Facts About Skin
The Skin is the largest organ in the body. It acts as the first layer of protection against the environment. The skins function is to regulate body temperature, it gathers sensory information from the environment and plays an active role in the immune system protecting us from disease. Our skin makes up 15% of our body weight. Our skin is not only a physical barrier it forms part of our self-confidence. It reflects how healthy we are as well as the attention that a person gives to their appearance. When your skin is clear from blemishes and healthy you feel more youthful, attractive and confident.
Layers of the Skin
Epidermis: The outer layer
The outer layer of skin, the epidermis, is a translucent layer made of cells that function to protect us from the environment. The most superficial portion contains dead skin cells that are continually shed and replenished, this is also known as the stratum corneum.

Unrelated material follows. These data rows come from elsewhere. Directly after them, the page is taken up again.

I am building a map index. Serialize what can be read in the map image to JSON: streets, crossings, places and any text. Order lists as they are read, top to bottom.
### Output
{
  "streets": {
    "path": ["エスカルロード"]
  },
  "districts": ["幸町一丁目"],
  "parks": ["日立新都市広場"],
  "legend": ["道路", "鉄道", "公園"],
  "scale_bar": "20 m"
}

The deepest portion contains basal cells that are responsible for skin renewal.
Keratin, a protein made within the cells of the epidermis, protects the skin from harmful substances, such as chemical products and bacteria. Keratin is the strongest protein in your skin and it also gives hair and nails their strength.
The epidermis also contains cells that produce melanin, which gives skin its colour. The epidermis is responsible for the look and health of the skin and it holds a large amount of water. The younger the body, the more water there is in the skin. The capacity of the skin to retain water decreases with age, making the skin more vulnerable to dehydration and wrinkles. By using microdermabrasion we are removing the dead skin cells from the stratum corneum allowing deeper penetration of our skin care products resulting in more hydrated skin.
Dermis: The Middle Layer
Beneath the epidermis skin layer is the dermis which provides structure and support. The dermis contains two types of fibres that lessens in supply with age: elastin, which gives skin its elasticity, and collagen, which provides strength.
Collagen: Collagen is the most abundant protein in the skin. It makes up 75% of your skin. This is also your “fountain of youth.” Collagen is responsible for slowing down wrinkles and fine lines.
Elastin: This protein is found together with collagen and is responsible for giving structure to your skin and organs. As with collagen, elastin is affected by time and the elements.
Over time, environmental factors and the ageing process diminish your body’s ability to produce collagen and elastin. As this network of fibres breaks down, the skin loses its elasticity and becomes laxer and can contribute to the formation of facial wrinkles.
Hypodermis: The Fatty Layer
The subcutaneous tissue, or hypodermis, is mostly made up of fat. It lies between the dermis and muscles or bones and contains blood vessels that expand and contract to help keep your body at a constant temperature. The hypodermis also protects your vital inner organs. Reduction of tissue in this layer is what causes your skin to sag.